Table of contents about Jhon the Ripper
Incremental Mode Cracking
John’s incremental mode uses “charset” files and john.conf directives to control what kinds of guesses it performs (and therefore how many guesses and how long the guesses will take to complete). John comes will several predefined incremental modes. We’ll start with those before we customize them to our needs.
For the following example, rename the john.pot file to something else so that we can crack the unix.txt passwords anew and then run a brute-force attack for passwords that have only lowercase alphabetical characters. By default, the mode tries all combinations between one and eight characters long.
$ mv john.pot john.pot.old
$ ./john –incremental=Alpha unix.txt
If we want to target a specific length, we can edit the john.conf file to add a new incremental mode. Add the following directive:
File = $JOHN/alpha.chr
MinLen = 5 Max
Len = 5
CharCount = 26
Look through the other incremental modes inside the john.conf file. We could choose to target guesses for eight-digit passwords (Digits8), or for seven-character passwords with uppercase, lowercase, numeric, and punctuation combinations (All7). Each of these modes uses a charset file that contains the seed characters to build guesses. John builds the charset file with statistical properties from an input file that contains the target characters. We can increase the power of a brute-force attack by adding more CPU resources; John tries to make the attack more efficient by trying more likely combinations first.
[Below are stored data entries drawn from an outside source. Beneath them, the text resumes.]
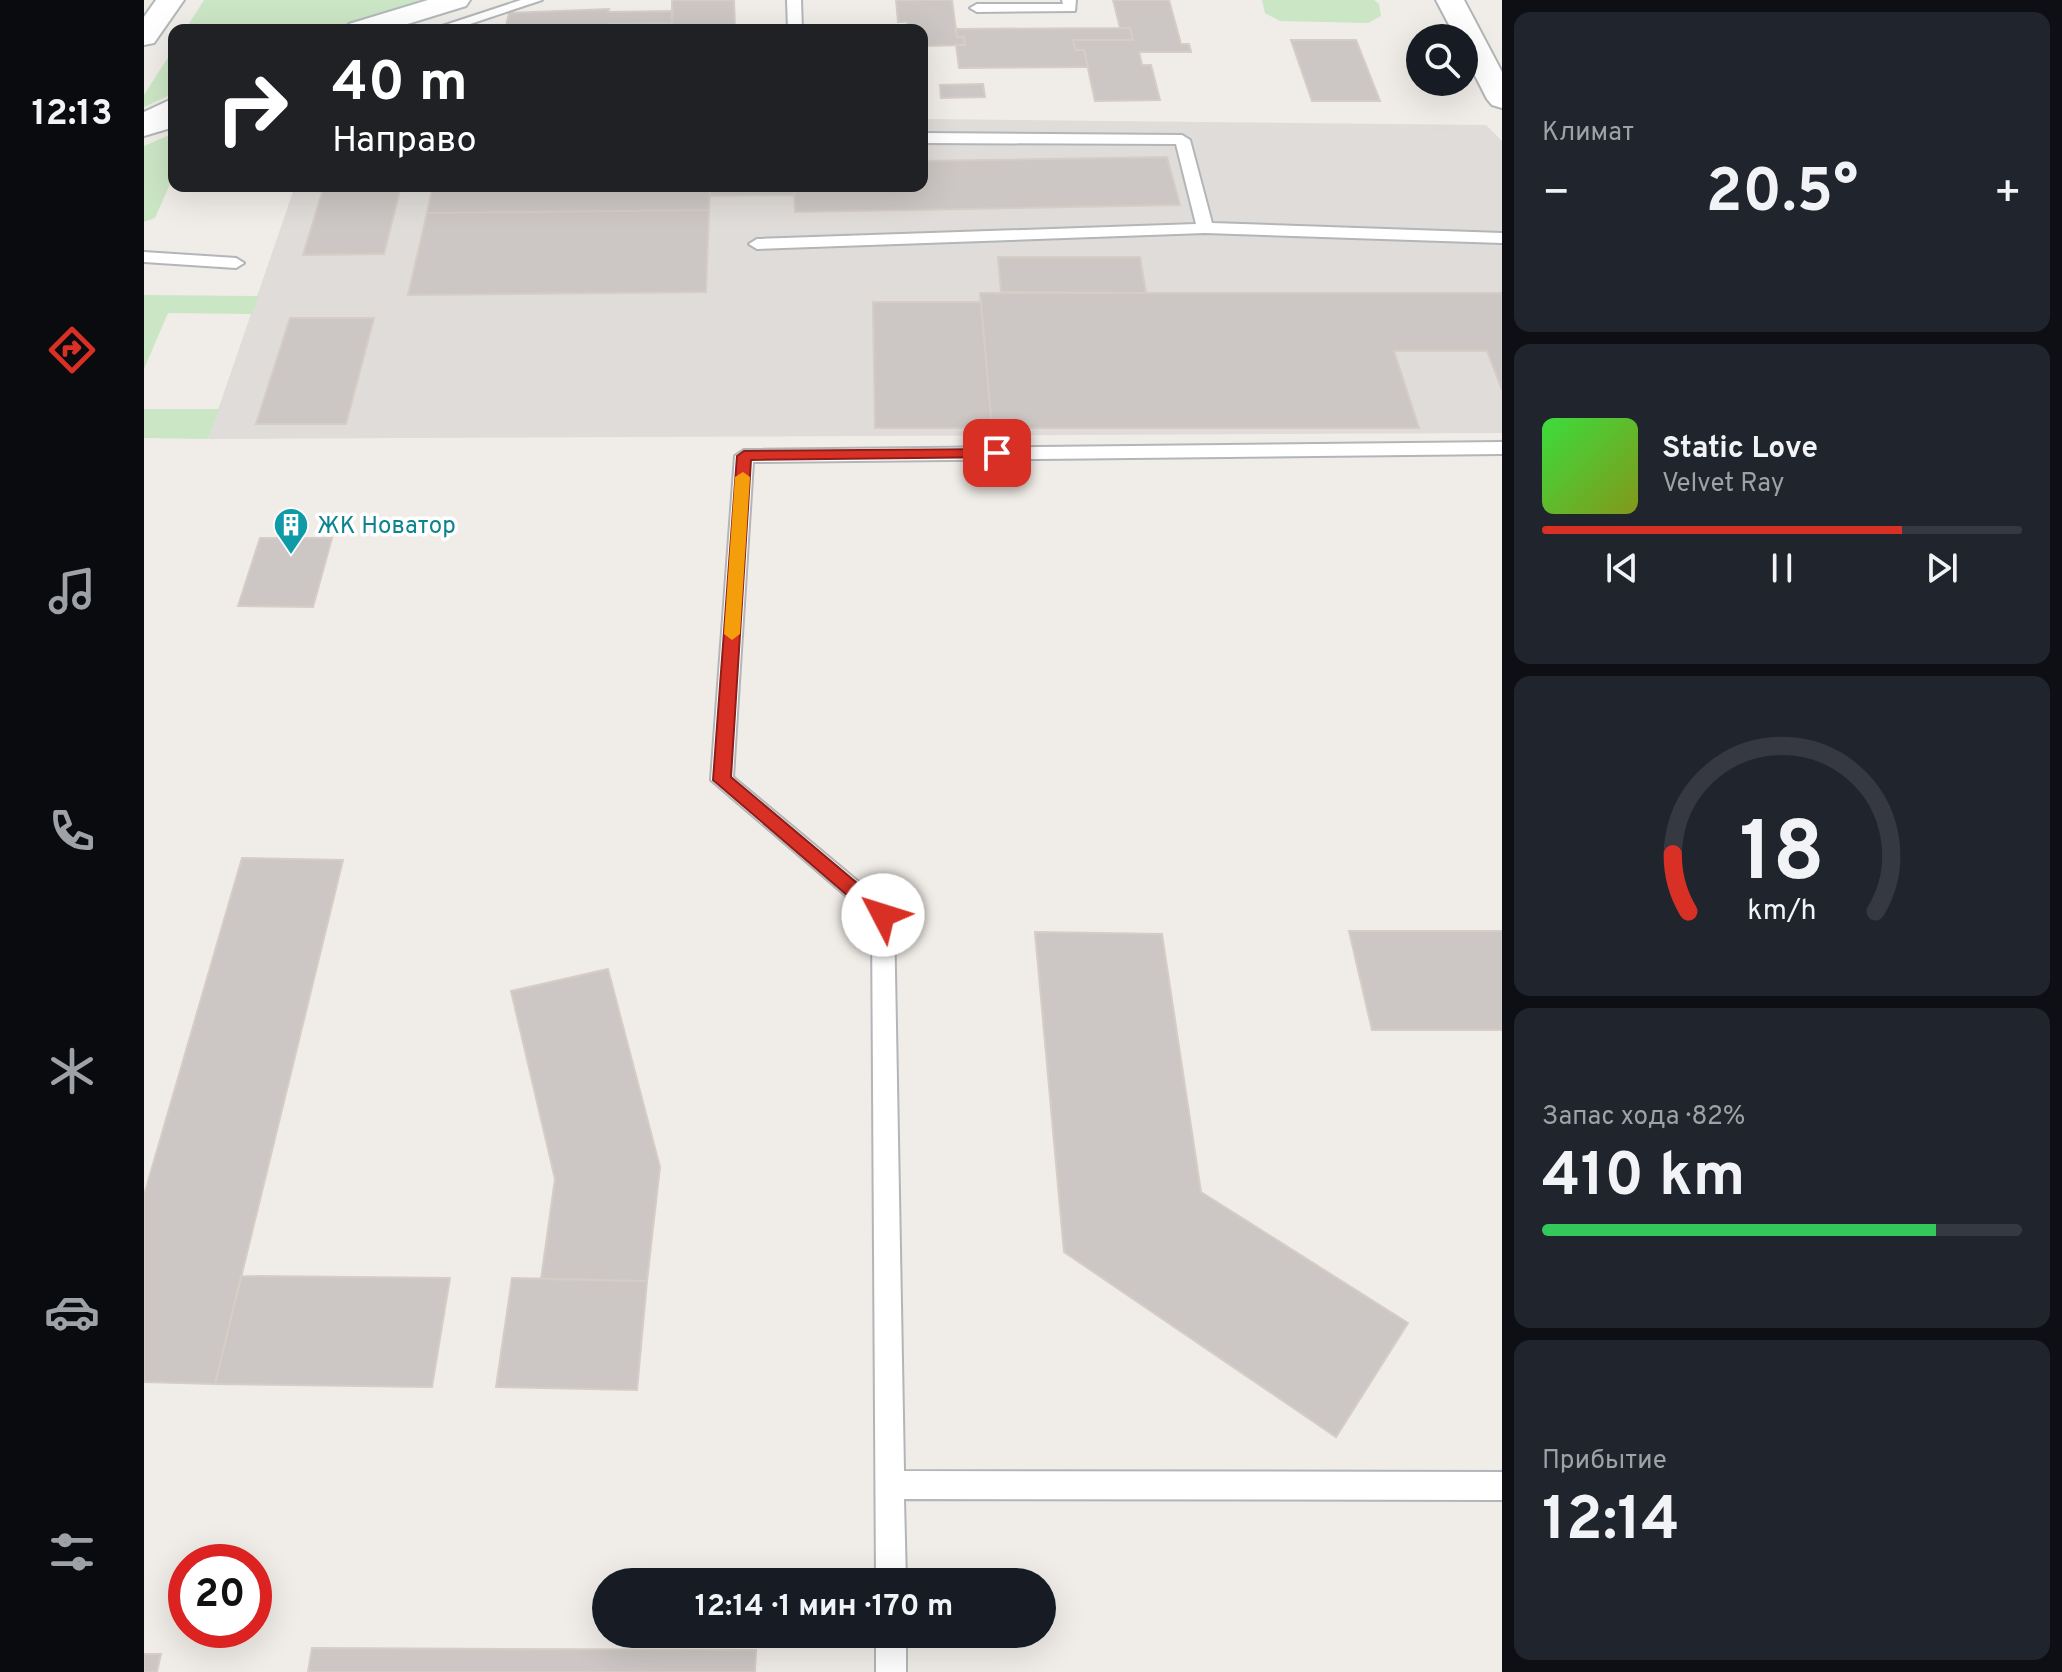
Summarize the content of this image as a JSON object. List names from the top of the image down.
{
  "places": {
    "building": ["ЖК Новатор"]
  },
  "page": {
    "tabs": "12:13",
    "tile": [
      "Климат",
      ["Запас хода · 82%", "410 km"],
      ["Прибытие", "12:14"]
    ],
    "turn": ["40 m", "Направо"],
    "heat": ["−", "20.5°", "+"],
    "song": ["Static Love", "Velvet Ray"],
    "limit": "20",
    "trip": "12:14 · 1 мин · 170 m",
    "gauge": ["18", "km/h"]
  }
}
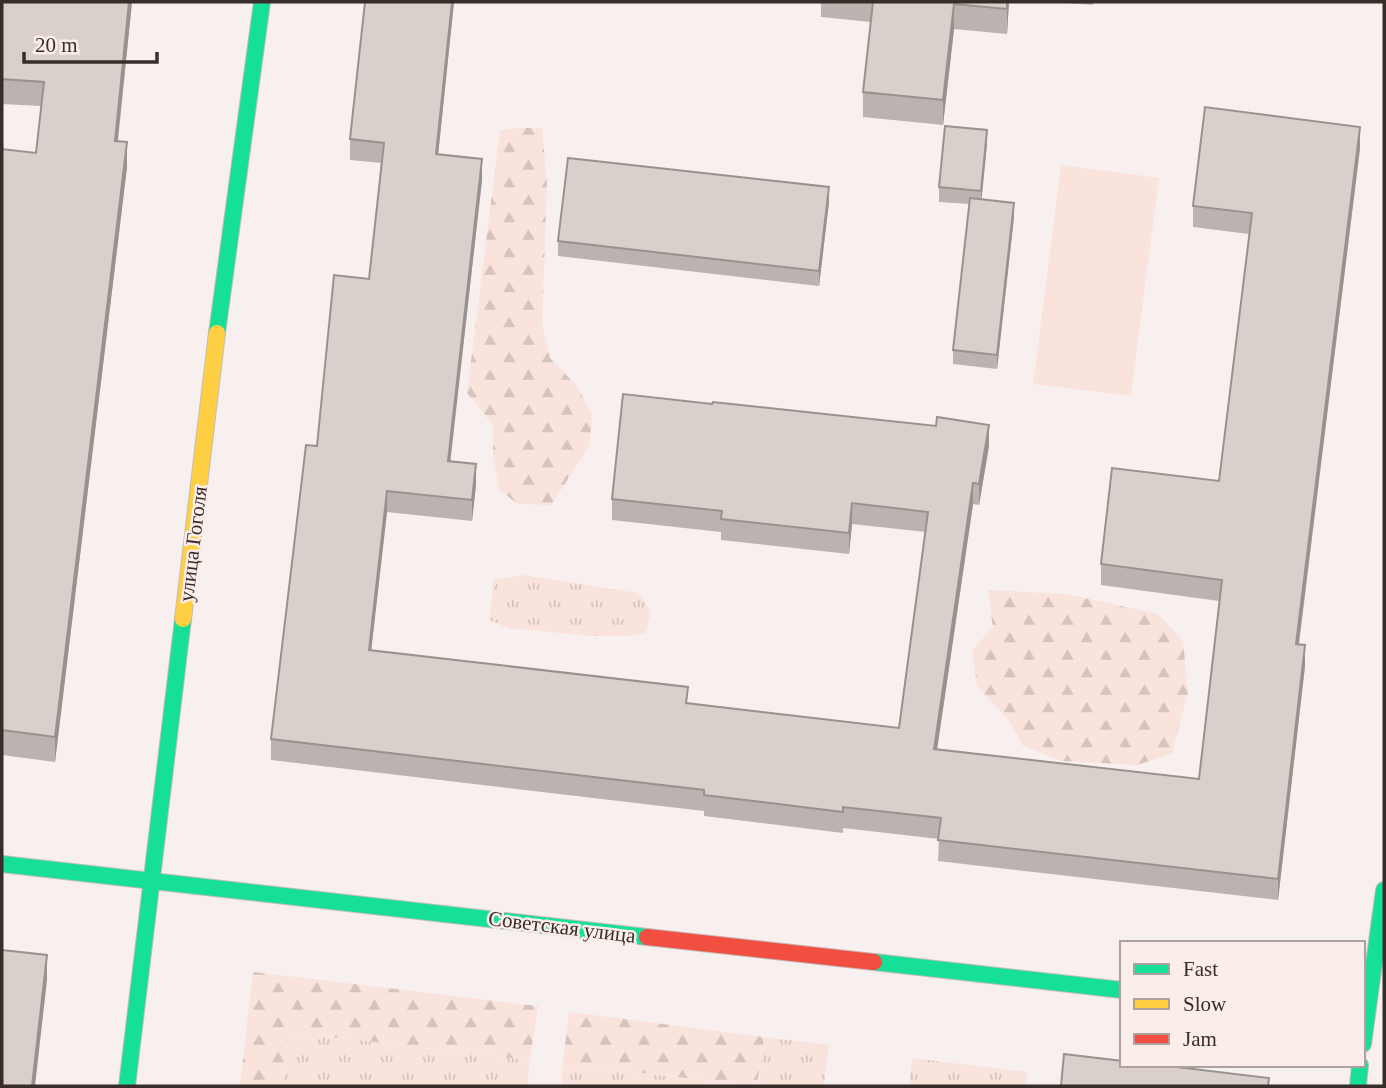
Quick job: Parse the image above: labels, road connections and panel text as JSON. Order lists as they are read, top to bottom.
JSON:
{
  "streets": {
    "main road": ["улица Гоголя", "Советская улица"]
  },
  "crossings": [
    ["улица Гоголя", "Советская улица"]
  ],
  "legend": ["Fast", "Slow", "Jam"],
  "scale_bar": "20 m"
}
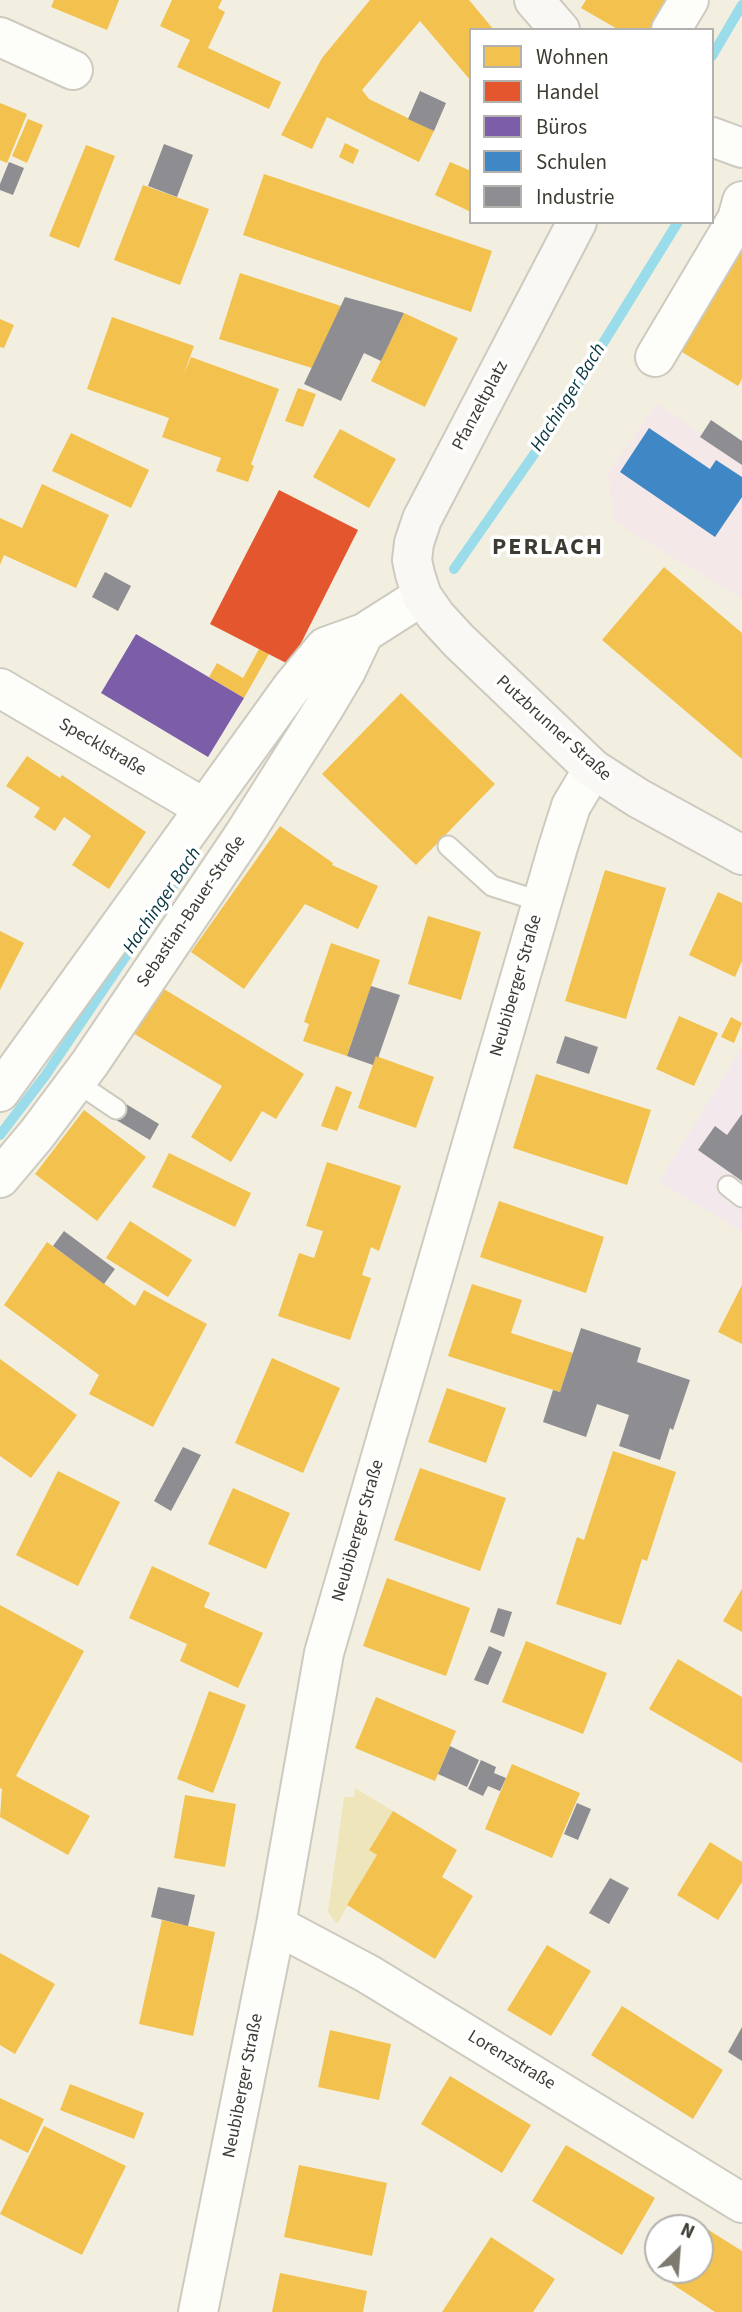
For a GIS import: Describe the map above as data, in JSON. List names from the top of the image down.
{
  "streets": {
    "main road": ["Pfanzeltplatz", "Putzbrunner Straße"],
    "street": [
      "Specklstraße",
      "Sebastian-Bauer-Straße",
      "Neubiberger Straße",
      "Lorenzstraße"
    ]
  },
  "crossings": [
    ["Pfanzeltplatz", "Putzbrunner Straße"],
    ["Putzbrunner Straße", "Neubiberger Straße"],
    ["Neubiberger Straße", "Lorenzstraße"]
  ],
  "districts": ["PERLACH"],
  "water": ["Hachinger Bach"],
  "legend": [
    "Wohnen",
    "Handel",
    "Büros",
    "Schulen",
    "Industrie"
  ],
  "north": "top right"
}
After you’ve built a large collection of cracked passwords, you may wish to create custom charset files that reflect the trends and characters of passwords people choose (or at least that you’ve observed in the cracked passwords). Create a new charset file with the –make-charset option. John reads the cracked passwords from its pot file to build the new charset. The following example creates a custom charset based on a pot file that I created on my own. You can omit the –pot option to use the john.pot file, or you can specify your own alternate pot file. My own pot file contained nine plaintexts and 50 unique characters.
$ ./john –make-charset=custom.chr –pot=test.pot
Loaded 9 plaintexts
Generating charsets… 1 2 3 4 5 6 7 8 DONE
Generating cracking order… DONE
Successfully written charset file: custom.chr (50 characters)
Then, we need to create a new mode to take advantage of the custom charset. The following mode would make guesses using the 50 characters from the charset:
File = $JOHN/custom.chr
MinLen = 8
MaxLen = 8
CharCount = 50
One of the things we’ll need to do to target “modern” passwords is modify John to consider password lengths longer than eight characters. (Such passwords are modern in the sense that web sites and apps routinely recommend long passwords on the order of 12 characters or more.) We need to edit the source code to make this adjustment.
It’s an easy change. If you’re comfortable with diff files (you read Chapter 1, right?), apply the following patch to the src directory:
diff a/john-1.7.9-jumbo-7/src/params.h b/john-1.7.9-jumbo-7/src/params.h
index e1672f4..93afaac 100644
@@ -276,7 +276,7 @@ extern int password_hash_thresholds[PASSWORD_HASH_SIZES];
#define CHARSET_MIN ‘ ‘
#define CHARSET_MAX 0x7E
#define CHARSET_SIZE (CHARSET_MAX – CHARSET_MIN + 1)
-#define CHARSET_LENGTH 8
+#define CHARSET_LENGTH 19
* Compiler parameters.
Or, just increase the CHARSET_LENGTH in the params.h file to the value you desire. Keep in mind that a complete brute force of 19-character password combinations is infeasible, but it is useful for wordlists and custom charset files with limited character counts. Recompile John after you’ve made the change. (Run a make clean command to make sure your changes are in the new binary.)
After you’ve rebuilt John you’ll need to regenerate the charset files so that they match the increased length. Use the –make-charset option as described previously.